Molecular Biosystems Research Group (MBRG)

The Molecular Biosystems Research Group (MBRG) constitutes three faculty members (Head of MBRG Prof. Nils-Peder Willassen, Prof. Peik Haugen, and associate Prof. Kåre Olav Holm) and a varying number of researchers, post docs and students (see Members), and is organized at Department of Chemistry. Currently MBRG is hosting the Center for Bioinformatics (SfB), co-hosting the Norwegian Structural Biology Centre (NorStruct), is engaged in the Center for Research-based Innovation (MabCent) and is partner in the national BioStruct PhD schoool.

The expertise of MBRG researchers and students is broad, covering genomics/metagenomics, next generation sequencing, bioinformatics, proteomics/MS, recombinant expression techniques, protein engineering, and biophysical and biochemical characterization of proteins. MBRG has established a large collection of environmental samples from the Arctic (sediments, biota & sea water) as well as culture collection of more than fifteen hundred bacterial isolates. MBRG researchers have previously been involved in the development of enzymes that are now on the market – DNA modifying enzymes, nucleases and proteinases. Finally, MBRG has a long track record in academic publications as well as successful collaboration with industry.

Bioinformatics

One of the goals for the research group is to build and deploy computerized pipelines for storage, preprosessing, analysis, visualization and management of marine microbial genomics and metagenomics data. Two pipelines has been developed; GENO-pipe a pipeline for assembly, annotation analysis, visualization of genomics and transcriptomics data.  META-pipe; a pipeline, based upon Genopipe, for metagenomics/metatranscriptomics data, which can be used for mining of putative gene products and pathways, but also for exploring biodiversity. 

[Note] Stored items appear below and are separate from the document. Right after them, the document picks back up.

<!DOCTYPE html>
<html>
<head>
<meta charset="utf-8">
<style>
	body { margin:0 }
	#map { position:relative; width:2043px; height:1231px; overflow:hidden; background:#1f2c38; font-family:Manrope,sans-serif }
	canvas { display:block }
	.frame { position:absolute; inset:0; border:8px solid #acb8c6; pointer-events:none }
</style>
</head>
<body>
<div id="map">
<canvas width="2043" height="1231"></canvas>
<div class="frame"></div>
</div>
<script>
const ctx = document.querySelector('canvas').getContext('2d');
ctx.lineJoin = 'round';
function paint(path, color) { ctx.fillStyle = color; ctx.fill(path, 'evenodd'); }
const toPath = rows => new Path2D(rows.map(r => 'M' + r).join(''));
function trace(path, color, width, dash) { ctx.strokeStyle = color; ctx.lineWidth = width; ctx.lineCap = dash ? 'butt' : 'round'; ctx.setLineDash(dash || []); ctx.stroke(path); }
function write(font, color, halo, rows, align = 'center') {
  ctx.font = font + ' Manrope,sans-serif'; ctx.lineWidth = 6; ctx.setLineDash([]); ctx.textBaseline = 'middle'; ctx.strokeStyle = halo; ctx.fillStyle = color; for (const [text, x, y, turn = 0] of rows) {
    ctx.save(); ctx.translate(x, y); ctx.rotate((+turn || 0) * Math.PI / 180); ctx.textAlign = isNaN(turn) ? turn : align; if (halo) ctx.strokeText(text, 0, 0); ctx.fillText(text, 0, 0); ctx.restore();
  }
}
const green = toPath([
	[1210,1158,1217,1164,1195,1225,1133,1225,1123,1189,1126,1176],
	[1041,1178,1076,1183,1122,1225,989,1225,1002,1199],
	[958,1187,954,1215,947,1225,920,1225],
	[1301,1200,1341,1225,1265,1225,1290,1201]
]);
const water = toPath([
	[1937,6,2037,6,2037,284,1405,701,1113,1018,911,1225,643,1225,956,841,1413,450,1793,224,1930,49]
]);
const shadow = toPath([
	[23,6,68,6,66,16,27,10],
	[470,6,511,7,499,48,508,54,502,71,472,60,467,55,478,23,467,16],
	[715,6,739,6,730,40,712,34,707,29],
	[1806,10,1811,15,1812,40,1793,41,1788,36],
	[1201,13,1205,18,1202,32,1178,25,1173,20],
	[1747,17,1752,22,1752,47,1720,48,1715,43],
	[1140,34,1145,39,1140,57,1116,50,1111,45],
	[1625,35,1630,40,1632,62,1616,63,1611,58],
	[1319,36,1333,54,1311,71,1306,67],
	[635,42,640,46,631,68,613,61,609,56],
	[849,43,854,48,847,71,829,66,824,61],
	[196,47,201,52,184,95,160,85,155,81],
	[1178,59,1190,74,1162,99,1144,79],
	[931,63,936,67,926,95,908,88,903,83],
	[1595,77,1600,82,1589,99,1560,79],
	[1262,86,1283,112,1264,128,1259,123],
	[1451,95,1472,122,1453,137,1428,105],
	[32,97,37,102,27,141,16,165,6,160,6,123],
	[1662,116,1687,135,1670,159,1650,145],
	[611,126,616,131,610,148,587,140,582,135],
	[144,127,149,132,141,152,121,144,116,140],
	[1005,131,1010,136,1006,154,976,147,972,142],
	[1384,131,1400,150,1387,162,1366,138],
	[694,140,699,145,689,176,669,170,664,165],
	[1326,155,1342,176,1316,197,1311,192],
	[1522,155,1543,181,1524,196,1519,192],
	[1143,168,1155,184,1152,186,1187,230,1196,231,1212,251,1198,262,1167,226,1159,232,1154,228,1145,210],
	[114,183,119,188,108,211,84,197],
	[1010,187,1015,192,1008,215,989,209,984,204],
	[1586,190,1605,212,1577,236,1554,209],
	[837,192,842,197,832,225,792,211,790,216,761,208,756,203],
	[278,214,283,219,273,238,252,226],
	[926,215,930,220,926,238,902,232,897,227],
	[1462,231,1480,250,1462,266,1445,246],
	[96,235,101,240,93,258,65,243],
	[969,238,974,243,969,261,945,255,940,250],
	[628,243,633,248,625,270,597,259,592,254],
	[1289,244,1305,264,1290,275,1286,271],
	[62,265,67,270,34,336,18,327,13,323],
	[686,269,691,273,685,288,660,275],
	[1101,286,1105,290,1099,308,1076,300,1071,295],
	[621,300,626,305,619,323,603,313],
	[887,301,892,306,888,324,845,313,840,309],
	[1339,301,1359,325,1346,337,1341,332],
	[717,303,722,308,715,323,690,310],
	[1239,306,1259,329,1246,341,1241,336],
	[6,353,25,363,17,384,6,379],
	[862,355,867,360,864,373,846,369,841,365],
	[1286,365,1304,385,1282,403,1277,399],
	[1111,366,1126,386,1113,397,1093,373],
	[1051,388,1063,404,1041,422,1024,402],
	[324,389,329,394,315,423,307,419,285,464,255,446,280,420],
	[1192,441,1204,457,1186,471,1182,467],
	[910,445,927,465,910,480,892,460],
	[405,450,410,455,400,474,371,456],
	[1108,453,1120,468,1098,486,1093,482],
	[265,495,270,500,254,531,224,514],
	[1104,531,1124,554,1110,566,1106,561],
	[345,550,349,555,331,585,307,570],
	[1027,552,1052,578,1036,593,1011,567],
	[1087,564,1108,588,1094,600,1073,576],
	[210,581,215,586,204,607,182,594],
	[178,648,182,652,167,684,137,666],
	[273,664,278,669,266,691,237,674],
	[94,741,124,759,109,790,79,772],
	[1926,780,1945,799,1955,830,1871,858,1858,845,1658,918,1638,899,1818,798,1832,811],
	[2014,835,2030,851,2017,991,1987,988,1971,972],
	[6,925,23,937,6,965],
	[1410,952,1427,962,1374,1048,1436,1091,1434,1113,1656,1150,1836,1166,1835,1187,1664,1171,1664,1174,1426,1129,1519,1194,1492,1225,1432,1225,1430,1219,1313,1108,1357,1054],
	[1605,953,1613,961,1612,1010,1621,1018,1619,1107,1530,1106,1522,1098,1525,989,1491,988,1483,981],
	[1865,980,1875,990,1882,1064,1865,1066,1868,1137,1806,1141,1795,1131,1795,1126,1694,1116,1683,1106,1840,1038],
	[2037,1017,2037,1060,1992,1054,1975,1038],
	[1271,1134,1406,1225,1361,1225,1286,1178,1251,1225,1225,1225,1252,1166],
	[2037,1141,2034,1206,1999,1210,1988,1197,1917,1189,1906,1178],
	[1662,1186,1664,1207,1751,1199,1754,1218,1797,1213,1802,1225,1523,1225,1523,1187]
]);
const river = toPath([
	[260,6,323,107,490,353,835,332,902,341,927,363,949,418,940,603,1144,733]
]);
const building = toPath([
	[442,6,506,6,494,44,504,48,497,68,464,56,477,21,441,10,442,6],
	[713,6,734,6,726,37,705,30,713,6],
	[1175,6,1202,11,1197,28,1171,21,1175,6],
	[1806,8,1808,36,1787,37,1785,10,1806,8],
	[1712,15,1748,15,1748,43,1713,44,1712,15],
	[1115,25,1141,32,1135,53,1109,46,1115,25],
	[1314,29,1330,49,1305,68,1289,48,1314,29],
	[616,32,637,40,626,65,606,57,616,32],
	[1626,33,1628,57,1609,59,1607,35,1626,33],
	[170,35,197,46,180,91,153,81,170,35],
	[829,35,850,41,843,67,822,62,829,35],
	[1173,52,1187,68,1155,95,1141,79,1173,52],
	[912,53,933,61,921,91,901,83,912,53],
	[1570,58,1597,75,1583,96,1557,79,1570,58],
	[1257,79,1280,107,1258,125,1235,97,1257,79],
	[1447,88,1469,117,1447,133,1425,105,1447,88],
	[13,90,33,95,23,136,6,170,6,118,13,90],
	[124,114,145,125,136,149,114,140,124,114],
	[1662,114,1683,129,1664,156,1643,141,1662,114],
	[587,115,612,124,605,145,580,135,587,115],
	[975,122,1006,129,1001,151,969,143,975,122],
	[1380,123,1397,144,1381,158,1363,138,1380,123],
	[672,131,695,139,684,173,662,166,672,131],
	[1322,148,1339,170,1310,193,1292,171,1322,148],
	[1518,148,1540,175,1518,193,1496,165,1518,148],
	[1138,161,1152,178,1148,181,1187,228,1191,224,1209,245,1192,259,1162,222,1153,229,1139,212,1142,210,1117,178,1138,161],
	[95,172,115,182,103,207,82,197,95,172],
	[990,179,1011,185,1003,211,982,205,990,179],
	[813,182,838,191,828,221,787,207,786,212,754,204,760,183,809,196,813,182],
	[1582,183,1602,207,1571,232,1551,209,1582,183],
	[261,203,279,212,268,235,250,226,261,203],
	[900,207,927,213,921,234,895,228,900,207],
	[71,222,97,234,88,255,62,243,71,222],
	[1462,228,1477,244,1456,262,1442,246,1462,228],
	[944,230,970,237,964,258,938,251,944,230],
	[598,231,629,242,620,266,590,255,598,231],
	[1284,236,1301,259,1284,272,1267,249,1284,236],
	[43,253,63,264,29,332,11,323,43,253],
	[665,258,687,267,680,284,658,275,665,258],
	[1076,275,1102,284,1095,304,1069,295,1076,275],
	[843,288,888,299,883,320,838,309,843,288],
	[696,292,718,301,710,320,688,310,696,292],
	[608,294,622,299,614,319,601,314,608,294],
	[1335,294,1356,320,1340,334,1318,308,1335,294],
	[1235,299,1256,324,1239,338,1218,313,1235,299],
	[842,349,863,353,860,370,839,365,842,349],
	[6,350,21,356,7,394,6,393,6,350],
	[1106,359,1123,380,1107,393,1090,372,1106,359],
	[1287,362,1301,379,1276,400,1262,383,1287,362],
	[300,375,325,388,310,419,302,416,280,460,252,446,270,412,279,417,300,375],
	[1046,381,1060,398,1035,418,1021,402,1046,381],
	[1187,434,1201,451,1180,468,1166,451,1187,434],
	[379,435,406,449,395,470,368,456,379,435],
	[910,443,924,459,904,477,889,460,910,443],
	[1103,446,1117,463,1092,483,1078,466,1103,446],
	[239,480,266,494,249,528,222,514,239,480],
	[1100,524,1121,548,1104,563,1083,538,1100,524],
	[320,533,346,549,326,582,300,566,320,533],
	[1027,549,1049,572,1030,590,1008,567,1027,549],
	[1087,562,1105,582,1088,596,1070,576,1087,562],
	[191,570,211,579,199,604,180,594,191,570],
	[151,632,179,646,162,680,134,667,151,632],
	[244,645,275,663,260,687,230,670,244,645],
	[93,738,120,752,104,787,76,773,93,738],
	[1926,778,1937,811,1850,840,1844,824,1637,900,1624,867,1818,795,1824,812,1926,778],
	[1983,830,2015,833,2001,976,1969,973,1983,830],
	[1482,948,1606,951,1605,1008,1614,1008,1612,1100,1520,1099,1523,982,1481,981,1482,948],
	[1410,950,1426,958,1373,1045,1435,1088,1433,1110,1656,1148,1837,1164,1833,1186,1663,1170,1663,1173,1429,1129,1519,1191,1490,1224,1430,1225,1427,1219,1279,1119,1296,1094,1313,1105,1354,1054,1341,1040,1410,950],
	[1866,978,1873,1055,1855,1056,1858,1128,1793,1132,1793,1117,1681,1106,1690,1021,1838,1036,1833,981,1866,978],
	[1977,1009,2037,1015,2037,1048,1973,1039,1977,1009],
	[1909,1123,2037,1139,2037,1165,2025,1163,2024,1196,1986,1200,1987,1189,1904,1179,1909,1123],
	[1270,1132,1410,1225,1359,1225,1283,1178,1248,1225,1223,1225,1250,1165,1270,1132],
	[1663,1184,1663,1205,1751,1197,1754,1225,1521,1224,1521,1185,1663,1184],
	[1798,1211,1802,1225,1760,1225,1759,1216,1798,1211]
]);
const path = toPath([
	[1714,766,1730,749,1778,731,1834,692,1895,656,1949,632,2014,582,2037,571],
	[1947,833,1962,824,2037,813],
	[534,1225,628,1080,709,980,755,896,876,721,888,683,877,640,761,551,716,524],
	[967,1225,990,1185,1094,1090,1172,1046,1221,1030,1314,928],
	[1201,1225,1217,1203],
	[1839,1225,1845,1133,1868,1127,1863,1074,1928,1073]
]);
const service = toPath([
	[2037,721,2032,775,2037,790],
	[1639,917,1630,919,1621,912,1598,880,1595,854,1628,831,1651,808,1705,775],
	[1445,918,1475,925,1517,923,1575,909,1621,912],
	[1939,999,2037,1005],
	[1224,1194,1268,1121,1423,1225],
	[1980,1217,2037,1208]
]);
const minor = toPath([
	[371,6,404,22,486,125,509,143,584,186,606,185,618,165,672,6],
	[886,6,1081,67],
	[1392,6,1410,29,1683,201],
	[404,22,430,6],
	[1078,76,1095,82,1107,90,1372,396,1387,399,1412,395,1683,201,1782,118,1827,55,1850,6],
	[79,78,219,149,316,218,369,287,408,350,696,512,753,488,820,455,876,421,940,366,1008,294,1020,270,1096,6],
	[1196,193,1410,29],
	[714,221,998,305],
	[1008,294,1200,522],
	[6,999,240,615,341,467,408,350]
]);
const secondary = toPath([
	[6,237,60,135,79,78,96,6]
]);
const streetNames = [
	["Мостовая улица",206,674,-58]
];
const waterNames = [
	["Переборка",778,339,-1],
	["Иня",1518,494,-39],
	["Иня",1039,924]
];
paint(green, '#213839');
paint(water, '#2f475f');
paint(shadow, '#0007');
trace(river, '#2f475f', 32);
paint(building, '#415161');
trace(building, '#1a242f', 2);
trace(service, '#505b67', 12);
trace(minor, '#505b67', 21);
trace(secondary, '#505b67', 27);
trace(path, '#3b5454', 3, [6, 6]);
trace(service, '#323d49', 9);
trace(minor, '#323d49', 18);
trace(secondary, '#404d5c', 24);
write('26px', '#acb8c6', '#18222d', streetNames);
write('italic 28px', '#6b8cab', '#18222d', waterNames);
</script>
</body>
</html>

Algorithm development and big data analysis

Development of algorithms, software solutions and e-infrastucture for marine genomics and metagenomics data is currently a priority area in our lab. Marine bacterial genomics and metagenomics produce a large amount of high-dimensional data resulting from sequencing, mapping and genomics analyzing. These data require pre-processing, storing, and processing. Developing efficient algorithms is thus crucial to handle these data. This also includes integrating big data solutions which have become dominant features of genomics research with all the support they give.

Marine bacterial genomics and metagenomics

With the new technologies and cheaper prices genome sequencing has become an integrated part of the study of marine microorganisms, and thousands of bacterial genomes are currently available in ENA (the European Nucleotide Archive). We use a MiSeq Illumina technology platform (BB-Lab) to sequence an increasing number of bacterial genomes and environmental samples (i.e., metagenomes) for different purposes, e.g., for bioprospecting, taxonomic classification or to study mechanisms for bacterial diseases in marine animals.

Marine bioprospecting and molecular biotechnology
Marine bioprospecting describes the search for valuable biologically active compounds from marine environments. Our goal is to find cold-adapted enzymes with useful and unique features for the high-value market. Enzymes that are currently being characterized in the lab are derived from metagenomic DNA isolated from Arctic environmental samples. We have been involved in the development of cold-adapted enzymes that are now on the market, and a number of new enzymes are being investigated for their potential as new products. New and improved bacterial expression hosts for enzymes with extreme properties are also being sought.

Gene regulation and communication networks in marine bacteria
The molecular mechanisms of diseases on Atlantic fish (cod and salmon) that are caused by Gram-negative bacteria (e.g., different species of vibrios and moritellas) are largely unknown. Based on knowledge from the literature, and our own studies we know that these bacteria communicate via small molecules. We use classical microbiology, genetics, biochemical methods, molecular biology, "high-troughput" -omics technologies, and bioinformatics to provide more insights into gene regulation, bacterial communication networks and their mechanisms for virulence.